(Goal of the exercise): Repeat each record below exactly as given.
*** Opening Data for analysis ***
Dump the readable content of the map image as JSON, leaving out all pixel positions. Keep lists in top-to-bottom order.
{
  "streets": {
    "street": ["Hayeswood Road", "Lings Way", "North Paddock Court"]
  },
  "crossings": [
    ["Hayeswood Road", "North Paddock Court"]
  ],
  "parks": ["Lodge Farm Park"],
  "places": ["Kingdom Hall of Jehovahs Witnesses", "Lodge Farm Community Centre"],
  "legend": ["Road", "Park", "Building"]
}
*** Closing Data for analysis ***
(Solved exercise):
Dump the readable content of the map image as JSON, leaving out all pixel positions. Keep lists in top-to-bottom order.
{
  "streets": {
    "street": ["Hayeswood Road", "Lings Way", "North Paddock Court"]
  },
  "crossings": [
    ["Hayeswood Road", "North Paddock Court"]
  ],
  "parks": ["Lodge Farm Park"],
  "places": ["Kingdom Hall of Jehovahs Witnesses", "Lodge Farm Community Centre"],
  "legend": ["Road", "Park", "Building"]
}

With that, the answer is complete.